Ensure that client supports any number of virtual cloud providers #24

strieflin · 2022-05-06T09:24:28Z

The ephemeral client uses Java Parallel Streams (JPS) to interact with the virtual cloud providers (VCPs). By default JPS allocates n threads on a n core machine. As the HTTP calls are blocking, this results in a timeout on a system with less cores than the number of VCPs as the distributed execution in the backend will only kick-off after all VCPs have received an invocation request.

The text was updated successfully, but these errors were encountered:

strieflin · 2022-05-06T11:02:26Z

Hi @grafjo, @kindlich, have you verified that this does not work or is it just an assumption inferred from the code. We use the Vavr Future implementation that uses a dynamic thread pool with up to 32767 backing threads, which should not result in issues for any reasonable setting. I have tried to reproduce the issue with a unit test without success.

grafjo · 2022-05-06T11:19:13Z

@strieflin we can reproduce this behavior in the wild with small sized virtual machines - e.g. 2 cpu cores.

Varv Future is using ForkJoinPool and that one is configured by the available processors / cpu cores

"For applications that require separate or custom pools, a ForkJoinPool may be constructed with a given target parallelism level; by default, equal to the number of available processors.

kindlich · 2022-05-06T11:20:21Z

In our test case, we were runninng with:

3 Clusters
Custom Java Spring-Boot application that delegated to the Ephemeral Java-Client
A google e2-standard-2 VM as a K8s Node
- 2 vCPUs
- 8GB RAM

In there, it would issue 1 HTTP Request and not more.

Since Vavr by default delegates to the Java ForkJoinPool.commonPool(), the same as for Java Streams would apply.
This is either Number of CPUs or Number of (CPUs - 1), I think it the latter, actually.

strieflin · 2022-05-06T11:52:34Z

From Vavr documentation:

The ForkJoinPool is dynamic, it has a maximum of 32767 running threads. Compared to fixed-size pools, this reduces the risk of dead-locks.

So that suggests that it shouldn't be an issue.
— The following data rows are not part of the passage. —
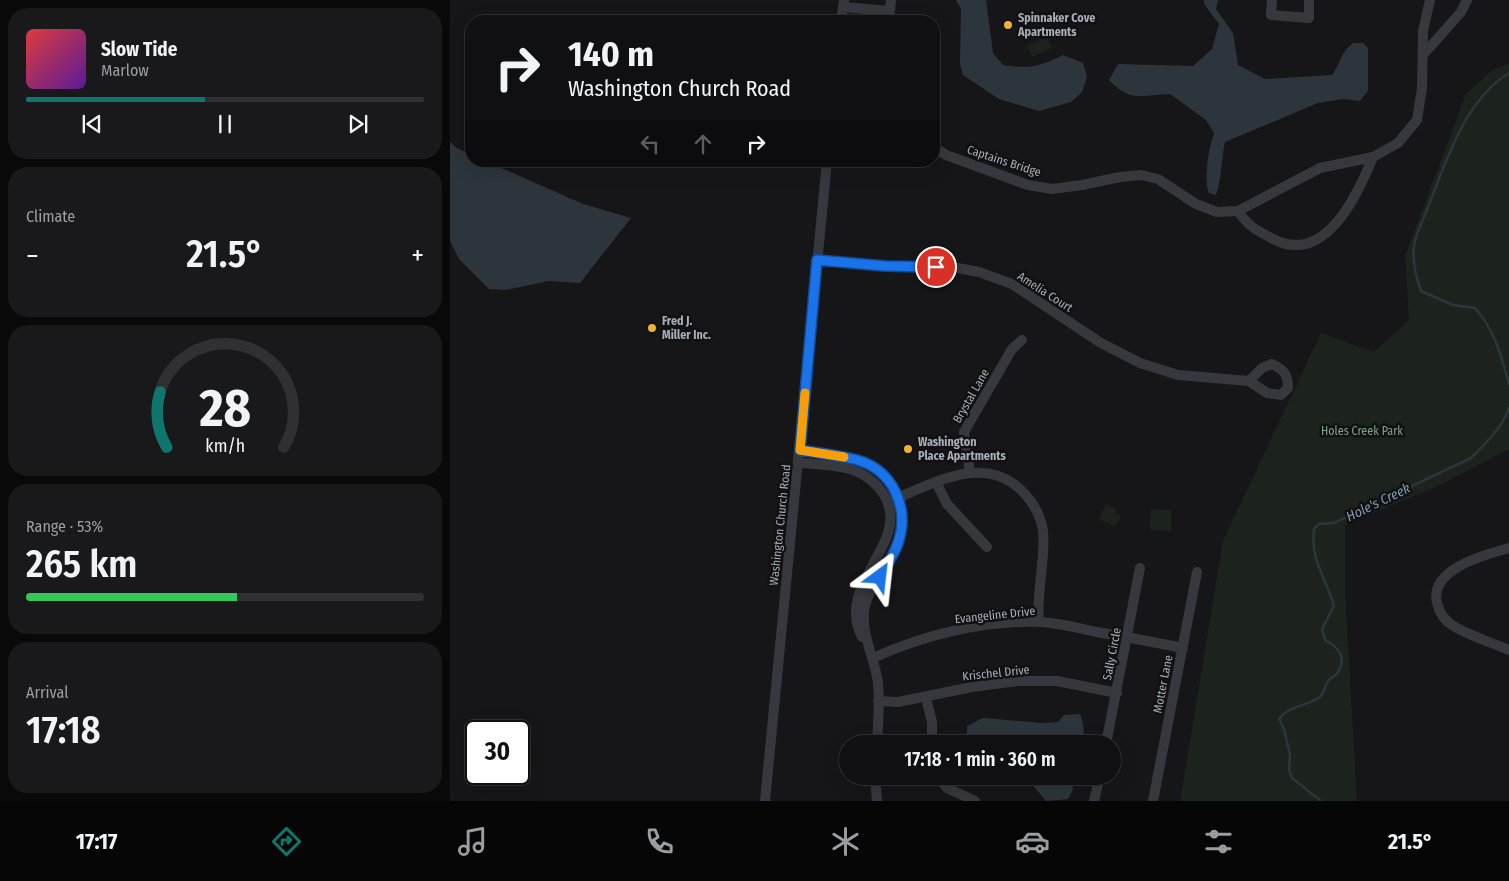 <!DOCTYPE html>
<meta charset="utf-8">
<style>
body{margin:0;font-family:"Fira Sans Condensed",sans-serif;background:#19191b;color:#f1f3f6;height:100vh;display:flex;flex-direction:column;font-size:19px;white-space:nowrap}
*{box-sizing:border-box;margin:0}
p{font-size:16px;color:#9c9d9f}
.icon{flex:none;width:28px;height:28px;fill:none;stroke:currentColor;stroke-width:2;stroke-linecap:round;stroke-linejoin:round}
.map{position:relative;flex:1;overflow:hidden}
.panel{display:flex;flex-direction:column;gap:8px;padding:8px;background:#09090a;width:450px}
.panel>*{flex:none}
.guide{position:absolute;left:15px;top:15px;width:475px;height:152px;border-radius:20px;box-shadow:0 5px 20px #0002,0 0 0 1px #303032;background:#101012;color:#f1f3f6;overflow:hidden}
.speed{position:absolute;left:15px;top:720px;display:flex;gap:10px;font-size:25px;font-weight:700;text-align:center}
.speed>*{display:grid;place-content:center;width:65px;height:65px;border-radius:50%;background:#101012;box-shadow:0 5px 20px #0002,0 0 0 1px #303032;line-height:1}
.speed .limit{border:2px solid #111;border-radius:8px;background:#fff;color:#111}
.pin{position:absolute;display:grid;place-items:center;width:42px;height:42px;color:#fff;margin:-21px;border:2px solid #fff;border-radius:50%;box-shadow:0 1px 5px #0007}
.me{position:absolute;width:55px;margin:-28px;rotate:30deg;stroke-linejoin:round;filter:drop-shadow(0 0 4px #0008)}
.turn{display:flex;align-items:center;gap:18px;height:105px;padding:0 20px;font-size:22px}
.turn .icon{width:65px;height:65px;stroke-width:2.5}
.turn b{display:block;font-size:35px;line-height:42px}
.lanes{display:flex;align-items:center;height:48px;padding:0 20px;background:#0003;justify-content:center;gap:25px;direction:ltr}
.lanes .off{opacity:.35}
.big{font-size:38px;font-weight:600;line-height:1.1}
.panel .tile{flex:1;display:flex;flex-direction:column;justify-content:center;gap:8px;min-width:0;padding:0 18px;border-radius:20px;background:#19191b}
.panel .dial{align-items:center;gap:0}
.dial svg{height:130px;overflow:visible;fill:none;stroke:#303032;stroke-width:7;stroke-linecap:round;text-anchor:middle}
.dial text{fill:#f1f3f6;stroke:none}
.song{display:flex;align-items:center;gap:15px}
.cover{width:60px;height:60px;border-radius:8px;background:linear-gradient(135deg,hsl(0 70% 55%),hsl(270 70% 35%))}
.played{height:5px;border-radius:2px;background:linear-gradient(90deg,#0f766e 45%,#303032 45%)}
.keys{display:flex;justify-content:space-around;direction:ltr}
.heat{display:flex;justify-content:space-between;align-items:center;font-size:28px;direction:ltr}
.charge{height:8px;border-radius:4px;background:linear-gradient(90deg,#34c759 53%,#303032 0)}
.trip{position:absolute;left:389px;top:735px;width:282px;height:50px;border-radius:25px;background:#101012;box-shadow:0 5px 20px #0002,0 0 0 1px #303032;font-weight:600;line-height:50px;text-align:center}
.dock{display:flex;height:80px;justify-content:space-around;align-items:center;background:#060607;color:#9c9d9f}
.dock .icon{width:35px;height:35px}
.dock .active{color:#0f766e}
.dock b{font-size:22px;color:#f1f3f6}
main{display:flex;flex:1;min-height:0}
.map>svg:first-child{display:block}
.green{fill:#1c231d}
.water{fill:#2c353c}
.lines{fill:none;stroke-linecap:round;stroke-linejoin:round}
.stream{stroke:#2c353c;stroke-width:2.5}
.minor{stroke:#37383d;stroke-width:10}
.route-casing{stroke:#114b97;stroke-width:12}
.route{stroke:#1a73e8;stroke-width:9}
.slow{stroke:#f59e0b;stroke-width:9}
.poi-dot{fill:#f2b134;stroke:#111113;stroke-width:2}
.labels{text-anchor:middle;stroke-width:5;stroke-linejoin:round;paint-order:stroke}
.poi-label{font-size:12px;font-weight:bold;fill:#a8adb8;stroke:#111113;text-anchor:start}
.street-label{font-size:12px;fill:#a8adb8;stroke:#111113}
.park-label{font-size:12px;fill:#7fa381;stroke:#111113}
.water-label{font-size:14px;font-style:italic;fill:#7f9bb3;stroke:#111113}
</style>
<main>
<section class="panel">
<div class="tile">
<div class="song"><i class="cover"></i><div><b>Slow Tide</b><p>Marlow</p></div></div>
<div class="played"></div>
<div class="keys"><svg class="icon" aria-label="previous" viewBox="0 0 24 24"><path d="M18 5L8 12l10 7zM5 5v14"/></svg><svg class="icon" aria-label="pause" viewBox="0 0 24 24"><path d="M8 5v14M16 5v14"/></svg><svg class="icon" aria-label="next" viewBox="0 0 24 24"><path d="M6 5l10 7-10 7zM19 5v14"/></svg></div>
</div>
<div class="tile"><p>Climate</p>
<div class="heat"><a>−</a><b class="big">21.5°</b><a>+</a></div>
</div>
<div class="tile dial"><svg viewBox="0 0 100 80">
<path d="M14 69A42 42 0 1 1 86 69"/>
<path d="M14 69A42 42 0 0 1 10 35" stroke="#0f766e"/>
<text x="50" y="56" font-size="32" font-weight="700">28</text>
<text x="50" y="72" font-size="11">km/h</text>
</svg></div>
<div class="tile"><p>Range · 53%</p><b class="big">265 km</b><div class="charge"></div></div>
<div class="tile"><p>Arrival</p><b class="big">17:18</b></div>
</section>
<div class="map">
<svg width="1059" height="801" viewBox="0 0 1059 801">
<rect width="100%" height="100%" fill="#161618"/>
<!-- green -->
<g class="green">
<path d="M597,37L602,48L582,57L577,46Z"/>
<path d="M1059,63V449L988,486L895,525V592L907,801H730L773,541L871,333L924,352L959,320L955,256L1016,94L1041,71Z"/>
<path d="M656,504L666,509L665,513L671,516L665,526L649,519Z"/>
<path d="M701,509L721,510V531L700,530Z"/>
</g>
<!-- water -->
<g class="water">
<path d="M506,0H536L543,53L553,65C580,69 589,67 613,55L633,63L637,77L632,92L621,102L589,111L549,99L513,75L510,64L511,9Z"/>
<path d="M754,0H768L766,9L783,33L788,65L815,79L882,75C892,61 889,55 903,43H913L918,48V91L910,101L893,99L868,103L775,142C771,160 772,178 766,195L759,193C753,180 759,147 764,133L756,120L720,94C691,95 681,103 659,80L668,64L743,66L762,49L769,24L754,4Z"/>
<path d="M0,142L7,148L21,155V161H36L133,204L181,218L130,283L99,281L55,290L39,289L9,259L0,241Z"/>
<path d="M630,714C634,726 637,734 627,744H517V726L533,718L592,723L608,722L614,715Z"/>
<path d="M575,776H620L623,789L618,799L596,801Z"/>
</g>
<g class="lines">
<!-- stream -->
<g class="stream">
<path d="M1059,73C1014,101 997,160 978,207C974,219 965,234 964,246C962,261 966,277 971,291L1003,305L1025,308C1045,330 1051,356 1059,384"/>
<path d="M871,801L842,778L839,770L840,755L834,729L829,719C838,706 857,706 870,697C875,693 875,684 879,680C882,677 887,675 888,672C897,657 888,647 875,640L872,629L884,606C876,577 860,561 864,529L869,524L884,523L1021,458C1036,443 1052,428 1059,408"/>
</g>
<!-- minor -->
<g class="minor">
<path d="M822,0L821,15L859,18V0"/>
<path d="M393,7L439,11"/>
<path d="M391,21L394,1"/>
<path d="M439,21L441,0"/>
<path d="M973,55L1011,12L1017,0"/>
<path d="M484,147L496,155L578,185L602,189L632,185L670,177L691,175L708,179L746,204L767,212L788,211L870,168L923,157L948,143L967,120L972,88L973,31L980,0"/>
<path d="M788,211C799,227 806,230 823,239C875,266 907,196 923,157"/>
<path d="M367,260L435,266L502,267L529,272L562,284L651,343L690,363L728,375L799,381L817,393L831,395L838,388C838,374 834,370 822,364L812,368L799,381"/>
<path d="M350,450C369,453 391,454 410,461C453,477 460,520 441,558C432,575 416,592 414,612C412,637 425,659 428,683C430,703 428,723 427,744"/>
<path d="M349,463C381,465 415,464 434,495C463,543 384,583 412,637"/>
<path d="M520,472L514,432L562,349L572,340"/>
<path d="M486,482L497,504L537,547"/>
<path d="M438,502C481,485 536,450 575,494C584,504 591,517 593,531C596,559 586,591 589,622"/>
<path d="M1059,548C1034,555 979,569 987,603C989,612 995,621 1002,625C1019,636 1041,642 1059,650"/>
<path d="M423,658C474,635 533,620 590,622C609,623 628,628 647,632C675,637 704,642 733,648"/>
<path d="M476,698L482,722V744"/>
<path d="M428,701L448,702L522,687L567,681H607L667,693"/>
<path d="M656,744L690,568"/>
<path d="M425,776L427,801"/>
<path d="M487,776L497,788L525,801"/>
<path d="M315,801L377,161"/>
<path d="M644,801L650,776"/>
<path d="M703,801L747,572"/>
</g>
</g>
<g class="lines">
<!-- route casing -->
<g class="route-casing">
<path id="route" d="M430,577C436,566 444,555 448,543C460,508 443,470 407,460C388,455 369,453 350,450L367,260L435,266L486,267"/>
</g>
<!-- route -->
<use href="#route" class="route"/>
<!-- slow -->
<path class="slow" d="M355,393L350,450L394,457"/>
</g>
<!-- markers -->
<g class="poi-dot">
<circle cx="558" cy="25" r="5"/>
<circle cx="202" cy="328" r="5"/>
<circle cx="458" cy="449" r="5"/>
</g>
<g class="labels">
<!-- poi labels -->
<g class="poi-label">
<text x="568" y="22">Spinnaker Cove<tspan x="568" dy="14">Apartments</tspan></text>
<text x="212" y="325">Fred J.<tspan x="212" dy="14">Miller Inc.</tspan></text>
<text x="468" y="446">Washington<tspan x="468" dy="14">Place Apartments</tspan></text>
</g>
<!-- street labels -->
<g class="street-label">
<text transform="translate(554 161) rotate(18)" y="4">Captains Bridge</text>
<text transform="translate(595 292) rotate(33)" y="4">Amelia Court</text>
<text transform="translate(521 396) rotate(-60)" y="4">Brystal Lane</text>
<text transform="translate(330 525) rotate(-84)" y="4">Washington Church Road</text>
<text transform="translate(545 615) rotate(-6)" y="4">Evangeline Drive</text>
<text transform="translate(662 654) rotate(-79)" y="4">Sally Circle</text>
<text transform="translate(546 673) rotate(-6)" y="4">Krischel Drive</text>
<text transform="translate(713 684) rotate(-79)" y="4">Motter Lane</text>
</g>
<!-- park labels -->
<g class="park-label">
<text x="912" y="435">Holes Creek Park</text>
</g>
<!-- water labels -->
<g class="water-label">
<text transform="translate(928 502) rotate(-26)" y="5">Hole's Creek</text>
</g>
</g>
</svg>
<div class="speed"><div class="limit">30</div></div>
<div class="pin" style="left:486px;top:267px;background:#d93025"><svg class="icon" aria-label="arrive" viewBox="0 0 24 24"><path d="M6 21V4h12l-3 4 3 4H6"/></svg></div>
<svg class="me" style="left:430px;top:577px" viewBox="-20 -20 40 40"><path d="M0-17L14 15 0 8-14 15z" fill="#1a73e8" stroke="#fff" stroke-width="4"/></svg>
<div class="trip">17:18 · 1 min · 360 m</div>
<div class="guide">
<div class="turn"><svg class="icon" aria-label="right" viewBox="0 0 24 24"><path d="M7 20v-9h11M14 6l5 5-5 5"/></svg><div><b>140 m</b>Washington Church Road</div></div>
<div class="lanes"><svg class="icon off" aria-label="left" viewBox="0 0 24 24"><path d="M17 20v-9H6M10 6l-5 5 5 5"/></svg><svg class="icon off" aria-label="ahead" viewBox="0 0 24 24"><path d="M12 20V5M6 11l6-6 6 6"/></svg><svg class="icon" aria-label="right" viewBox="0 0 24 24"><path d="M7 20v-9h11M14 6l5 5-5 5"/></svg></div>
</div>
</div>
</main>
<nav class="dock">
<b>17:17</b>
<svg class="icon active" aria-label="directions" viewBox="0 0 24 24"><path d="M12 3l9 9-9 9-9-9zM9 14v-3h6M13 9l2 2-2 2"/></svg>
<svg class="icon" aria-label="music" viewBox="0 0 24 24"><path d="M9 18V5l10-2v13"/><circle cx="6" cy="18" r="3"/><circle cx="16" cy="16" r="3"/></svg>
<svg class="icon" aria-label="phone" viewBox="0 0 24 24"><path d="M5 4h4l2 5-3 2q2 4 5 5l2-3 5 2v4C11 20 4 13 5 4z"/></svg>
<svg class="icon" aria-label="climate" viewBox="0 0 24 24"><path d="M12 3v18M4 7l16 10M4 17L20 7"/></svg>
<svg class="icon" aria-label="car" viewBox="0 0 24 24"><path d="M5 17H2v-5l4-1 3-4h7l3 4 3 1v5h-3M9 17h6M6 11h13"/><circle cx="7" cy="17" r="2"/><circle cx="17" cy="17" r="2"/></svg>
<svg class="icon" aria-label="filters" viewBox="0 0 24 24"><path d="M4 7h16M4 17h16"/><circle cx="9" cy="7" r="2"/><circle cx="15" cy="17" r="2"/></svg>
<b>21.5°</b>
</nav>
However, the following snippet does not terminate when using count >= Runtime.getRuntime().availableProcessors(), which supports your observation.

int count = Runtime.getRuntime().availableProcessors();
CyclicBarrier b = new CyclicBarrier(count);
Future.sequence(Stream.range(0, count).map(i -> Future.of(() -> b.await())).toJavaList()).await();

Will continue trying to replicate using EphemeralMultiClient.
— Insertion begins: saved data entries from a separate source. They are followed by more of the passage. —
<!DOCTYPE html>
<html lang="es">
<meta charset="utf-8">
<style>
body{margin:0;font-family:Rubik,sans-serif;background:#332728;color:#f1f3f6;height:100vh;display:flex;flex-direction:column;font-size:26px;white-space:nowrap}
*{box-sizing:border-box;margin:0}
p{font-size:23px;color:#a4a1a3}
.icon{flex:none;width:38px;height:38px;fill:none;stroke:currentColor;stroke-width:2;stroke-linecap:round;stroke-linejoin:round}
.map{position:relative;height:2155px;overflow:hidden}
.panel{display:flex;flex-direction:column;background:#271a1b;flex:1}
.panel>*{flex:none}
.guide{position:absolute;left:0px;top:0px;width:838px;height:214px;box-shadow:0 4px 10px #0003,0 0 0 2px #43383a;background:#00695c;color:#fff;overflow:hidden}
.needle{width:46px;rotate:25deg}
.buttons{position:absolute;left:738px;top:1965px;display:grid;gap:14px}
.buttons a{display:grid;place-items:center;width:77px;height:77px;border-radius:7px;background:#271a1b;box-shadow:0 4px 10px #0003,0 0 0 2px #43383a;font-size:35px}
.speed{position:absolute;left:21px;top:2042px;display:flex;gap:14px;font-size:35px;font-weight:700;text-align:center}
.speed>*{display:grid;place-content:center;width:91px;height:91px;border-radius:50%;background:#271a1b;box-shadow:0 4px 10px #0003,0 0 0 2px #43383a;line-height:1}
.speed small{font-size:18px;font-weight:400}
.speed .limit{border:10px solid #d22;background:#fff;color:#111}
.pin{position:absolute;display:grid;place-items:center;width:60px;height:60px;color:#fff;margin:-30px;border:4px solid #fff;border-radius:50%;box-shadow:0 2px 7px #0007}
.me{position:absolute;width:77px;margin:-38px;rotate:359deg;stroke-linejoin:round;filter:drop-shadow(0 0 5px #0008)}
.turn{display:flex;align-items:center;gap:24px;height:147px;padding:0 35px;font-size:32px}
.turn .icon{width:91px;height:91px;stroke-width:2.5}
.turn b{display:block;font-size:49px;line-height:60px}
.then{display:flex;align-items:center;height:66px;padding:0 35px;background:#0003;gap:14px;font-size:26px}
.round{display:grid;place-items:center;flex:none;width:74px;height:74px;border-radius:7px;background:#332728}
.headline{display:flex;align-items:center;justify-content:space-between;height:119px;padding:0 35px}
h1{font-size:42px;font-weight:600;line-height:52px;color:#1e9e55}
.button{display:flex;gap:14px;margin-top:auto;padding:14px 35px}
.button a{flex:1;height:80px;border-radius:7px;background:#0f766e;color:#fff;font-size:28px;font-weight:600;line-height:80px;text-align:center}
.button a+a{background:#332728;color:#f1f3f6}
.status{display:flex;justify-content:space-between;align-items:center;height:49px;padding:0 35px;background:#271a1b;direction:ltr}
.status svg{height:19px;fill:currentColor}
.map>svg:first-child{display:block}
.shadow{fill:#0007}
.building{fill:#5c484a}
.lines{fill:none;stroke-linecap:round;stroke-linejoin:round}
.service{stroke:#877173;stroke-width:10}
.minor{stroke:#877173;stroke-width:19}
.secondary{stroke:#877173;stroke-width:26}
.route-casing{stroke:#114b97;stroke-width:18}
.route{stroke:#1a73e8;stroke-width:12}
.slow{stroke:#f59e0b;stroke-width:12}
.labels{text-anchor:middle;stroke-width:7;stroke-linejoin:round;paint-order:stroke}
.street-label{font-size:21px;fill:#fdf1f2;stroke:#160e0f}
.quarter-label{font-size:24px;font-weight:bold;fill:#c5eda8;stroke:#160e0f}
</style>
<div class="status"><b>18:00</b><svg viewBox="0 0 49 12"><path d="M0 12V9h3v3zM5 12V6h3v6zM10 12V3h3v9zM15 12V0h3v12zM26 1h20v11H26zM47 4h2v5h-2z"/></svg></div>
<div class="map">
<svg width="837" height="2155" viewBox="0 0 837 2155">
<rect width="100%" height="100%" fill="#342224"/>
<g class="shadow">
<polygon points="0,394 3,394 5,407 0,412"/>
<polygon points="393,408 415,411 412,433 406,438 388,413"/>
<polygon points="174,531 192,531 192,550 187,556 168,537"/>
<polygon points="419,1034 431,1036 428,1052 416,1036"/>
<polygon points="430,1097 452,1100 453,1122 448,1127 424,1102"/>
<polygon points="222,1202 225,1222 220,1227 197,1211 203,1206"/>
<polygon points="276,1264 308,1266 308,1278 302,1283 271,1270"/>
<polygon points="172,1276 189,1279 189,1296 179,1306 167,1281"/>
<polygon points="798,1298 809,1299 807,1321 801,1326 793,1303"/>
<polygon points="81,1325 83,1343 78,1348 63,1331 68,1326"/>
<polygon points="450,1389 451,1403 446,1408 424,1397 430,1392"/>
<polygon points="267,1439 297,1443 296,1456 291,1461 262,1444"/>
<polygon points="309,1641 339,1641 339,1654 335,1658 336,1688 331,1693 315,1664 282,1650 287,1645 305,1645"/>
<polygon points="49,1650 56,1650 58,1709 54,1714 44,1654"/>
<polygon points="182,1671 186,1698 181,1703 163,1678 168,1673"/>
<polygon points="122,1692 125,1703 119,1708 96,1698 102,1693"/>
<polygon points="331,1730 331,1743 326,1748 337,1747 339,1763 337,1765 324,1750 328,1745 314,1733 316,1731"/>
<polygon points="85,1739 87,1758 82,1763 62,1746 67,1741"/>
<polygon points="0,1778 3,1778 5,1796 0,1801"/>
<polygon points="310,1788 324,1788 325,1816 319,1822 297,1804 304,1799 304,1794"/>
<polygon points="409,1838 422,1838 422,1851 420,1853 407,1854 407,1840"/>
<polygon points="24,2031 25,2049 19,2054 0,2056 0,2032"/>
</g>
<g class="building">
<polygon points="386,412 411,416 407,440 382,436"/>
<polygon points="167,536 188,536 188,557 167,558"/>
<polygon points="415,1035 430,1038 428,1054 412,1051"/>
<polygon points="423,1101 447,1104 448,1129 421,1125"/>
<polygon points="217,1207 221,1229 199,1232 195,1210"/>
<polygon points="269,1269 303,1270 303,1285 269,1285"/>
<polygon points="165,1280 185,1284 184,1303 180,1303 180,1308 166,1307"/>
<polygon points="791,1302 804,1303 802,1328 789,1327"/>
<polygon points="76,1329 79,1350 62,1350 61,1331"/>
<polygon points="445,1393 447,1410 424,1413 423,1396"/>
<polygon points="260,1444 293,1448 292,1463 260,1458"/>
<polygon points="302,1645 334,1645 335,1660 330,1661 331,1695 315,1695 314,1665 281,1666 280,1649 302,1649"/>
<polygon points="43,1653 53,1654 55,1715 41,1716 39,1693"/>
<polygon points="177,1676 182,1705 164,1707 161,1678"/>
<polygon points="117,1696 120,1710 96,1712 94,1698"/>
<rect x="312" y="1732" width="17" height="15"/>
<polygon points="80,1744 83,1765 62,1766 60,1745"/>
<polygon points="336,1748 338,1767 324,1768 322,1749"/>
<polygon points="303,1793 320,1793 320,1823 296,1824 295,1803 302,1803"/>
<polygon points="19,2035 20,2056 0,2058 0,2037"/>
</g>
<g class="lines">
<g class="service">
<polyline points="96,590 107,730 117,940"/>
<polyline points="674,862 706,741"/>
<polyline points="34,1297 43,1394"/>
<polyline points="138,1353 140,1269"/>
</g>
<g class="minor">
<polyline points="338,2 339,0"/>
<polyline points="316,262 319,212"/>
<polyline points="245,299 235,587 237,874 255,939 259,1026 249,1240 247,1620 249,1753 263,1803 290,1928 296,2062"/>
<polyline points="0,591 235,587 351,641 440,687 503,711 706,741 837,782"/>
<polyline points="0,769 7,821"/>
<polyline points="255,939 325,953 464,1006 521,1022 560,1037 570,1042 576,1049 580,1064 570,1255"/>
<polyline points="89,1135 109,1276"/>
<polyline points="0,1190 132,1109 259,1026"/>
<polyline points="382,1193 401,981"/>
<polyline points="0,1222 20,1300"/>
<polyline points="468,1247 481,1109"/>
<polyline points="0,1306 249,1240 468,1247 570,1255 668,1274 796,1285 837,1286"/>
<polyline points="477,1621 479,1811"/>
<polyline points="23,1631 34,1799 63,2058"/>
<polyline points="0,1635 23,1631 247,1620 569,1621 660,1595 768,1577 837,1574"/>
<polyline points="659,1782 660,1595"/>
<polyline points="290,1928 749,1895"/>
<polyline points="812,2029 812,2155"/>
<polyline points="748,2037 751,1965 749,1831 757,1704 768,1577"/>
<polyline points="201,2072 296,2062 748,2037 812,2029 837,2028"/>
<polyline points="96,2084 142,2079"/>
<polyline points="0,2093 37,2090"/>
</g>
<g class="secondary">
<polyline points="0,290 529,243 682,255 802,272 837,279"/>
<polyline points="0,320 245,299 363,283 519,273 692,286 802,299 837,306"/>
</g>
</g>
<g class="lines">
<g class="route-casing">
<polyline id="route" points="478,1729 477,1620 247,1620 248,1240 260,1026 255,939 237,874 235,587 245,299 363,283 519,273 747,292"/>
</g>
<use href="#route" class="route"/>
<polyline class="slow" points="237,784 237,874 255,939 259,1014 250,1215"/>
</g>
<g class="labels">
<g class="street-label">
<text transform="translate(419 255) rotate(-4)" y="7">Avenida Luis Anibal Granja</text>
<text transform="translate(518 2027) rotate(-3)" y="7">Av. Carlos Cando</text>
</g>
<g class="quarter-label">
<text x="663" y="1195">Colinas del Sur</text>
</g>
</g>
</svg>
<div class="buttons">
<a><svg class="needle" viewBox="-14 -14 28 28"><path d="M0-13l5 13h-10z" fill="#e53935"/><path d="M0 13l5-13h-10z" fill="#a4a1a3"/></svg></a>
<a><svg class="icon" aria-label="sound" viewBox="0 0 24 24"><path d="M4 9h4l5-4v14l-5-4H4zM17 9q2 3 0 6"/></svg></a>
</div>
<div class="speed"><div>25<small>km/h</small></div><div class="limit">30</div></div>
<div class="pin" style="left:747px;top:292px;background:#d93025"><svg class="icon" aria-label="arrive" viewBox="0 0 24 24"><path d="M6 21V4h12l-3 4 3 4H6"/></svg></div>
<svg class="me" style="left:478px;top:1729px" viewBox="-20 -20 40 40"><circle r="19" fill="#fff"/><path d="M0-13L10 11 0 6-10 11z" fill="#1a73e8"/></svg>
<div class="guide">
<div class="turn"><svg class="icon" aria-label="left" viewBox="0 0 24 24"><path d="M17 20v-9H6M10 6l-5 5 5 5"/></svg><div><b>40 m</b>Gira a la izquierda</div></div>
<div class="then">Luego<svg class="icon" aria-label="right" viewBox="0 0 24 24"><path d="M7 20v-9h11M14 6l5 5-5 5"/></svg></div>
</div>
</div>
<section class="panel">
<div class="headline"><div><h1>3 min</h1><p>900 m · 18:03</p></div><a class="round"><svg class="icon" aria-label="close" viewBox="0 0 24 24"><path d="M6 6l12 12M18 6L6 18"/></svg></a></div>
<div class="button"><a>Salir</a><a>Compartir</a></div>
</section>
kindlich · 2022-05-06T12:22:02Z

If you want to test with less, you can use the JVM arguments to specify the processor count
-XX:ActiveProcessorCount=1

Example:

Lokal (kind) Setup: 2 Clusters
✅ java -XX:ActiveProcessorCount=4 -jar cs.jar ephemeral execute ...
❌ java -XX:ActiveProcessorCount=2 -jar cs.jar ephemeral execute ...

Error would be:

An error ocurred while executing the given command:
Failed to trigger the backend Ephemeral service: status code: 500, message: error while talking to Discovery: rpc error: code = DeadlineExceeded desc = context deadline exceeded.
io.carbynestack.cli.exceptions.CsCliRunnerException: Failed to trigger the backend Ephemeral service: status code: 500, message: error while talking to Discovery: rpc error: code = DeadlineExceeded desc = context deadline exceeded.
        at io.carbynestack.cli.client.ephemeral.command.ExecuteEphemeralClientCliCommandRunner.run(ExecuteEphemeralClientCliCommandRunner.java:60) ~[cs.jar:?]
        at io.carbynestack.cli.CsClientCli.execute(CsClientCli.java:151) ~[cs.jar:?]
        at io.carbynestack.cli.CsClientCli.parseConfig(CsClientCli.java:107) ~[cs.jar:?]
        at io.carbynestack.cli.CsClientCli.parse(CsClientCli.java:72) ~[cs.jar:?]
        at io.carbynestack.cli.CsCliApplication.run(CsCliApplication.java:117) ~[cs.jar:?]
        at io.carbynestack.cli.CsCliApplication.main(CsCliApplication.java:161) [cs.jar:?]
An error ocurred while executing the given command:
Failed to trigger the backend Ephemeral service: status code: 500, message: error while talking to Discovery: rpc error: code = DeadlineExceeded desc = context deadline exceeded.
io.carbynestack.cli.exceptions.CsCliRunnerException: Failed to trigger the backend Ephemeral service: status code: 500, message: error while talking to Discovery: rpc error: code = DeadlineExceeded desc = context deadline exceeded.
        at io.carbynestack.cli.client.ephemeral.command.ExecuteEphemeralClientCliCommandRunner.run(ExecuteEphemeralClientCliCommandRunner.java:60) ~cs.jar:?
        at io.carbynestack.cli.CsClientCli.execute(CsClientCli.java:151) ~cs.jar:?
        at io.carbynestack.cli.CsClientCli.parseConfig(CsClientCli.java:107) ~cs.jar:?
        at io.carbynestack.cli.CsClientCli.parse(CsClientCli.java:72) ~cs.jar:?
        at io.carbynestack.cli.CsCliApplication.run(CsCliApplication.java:117) ~cs.jar:?
        at io.carbynestack.cli.CsCliApplication.main(CsCliApplication.java:161) cs.jar:?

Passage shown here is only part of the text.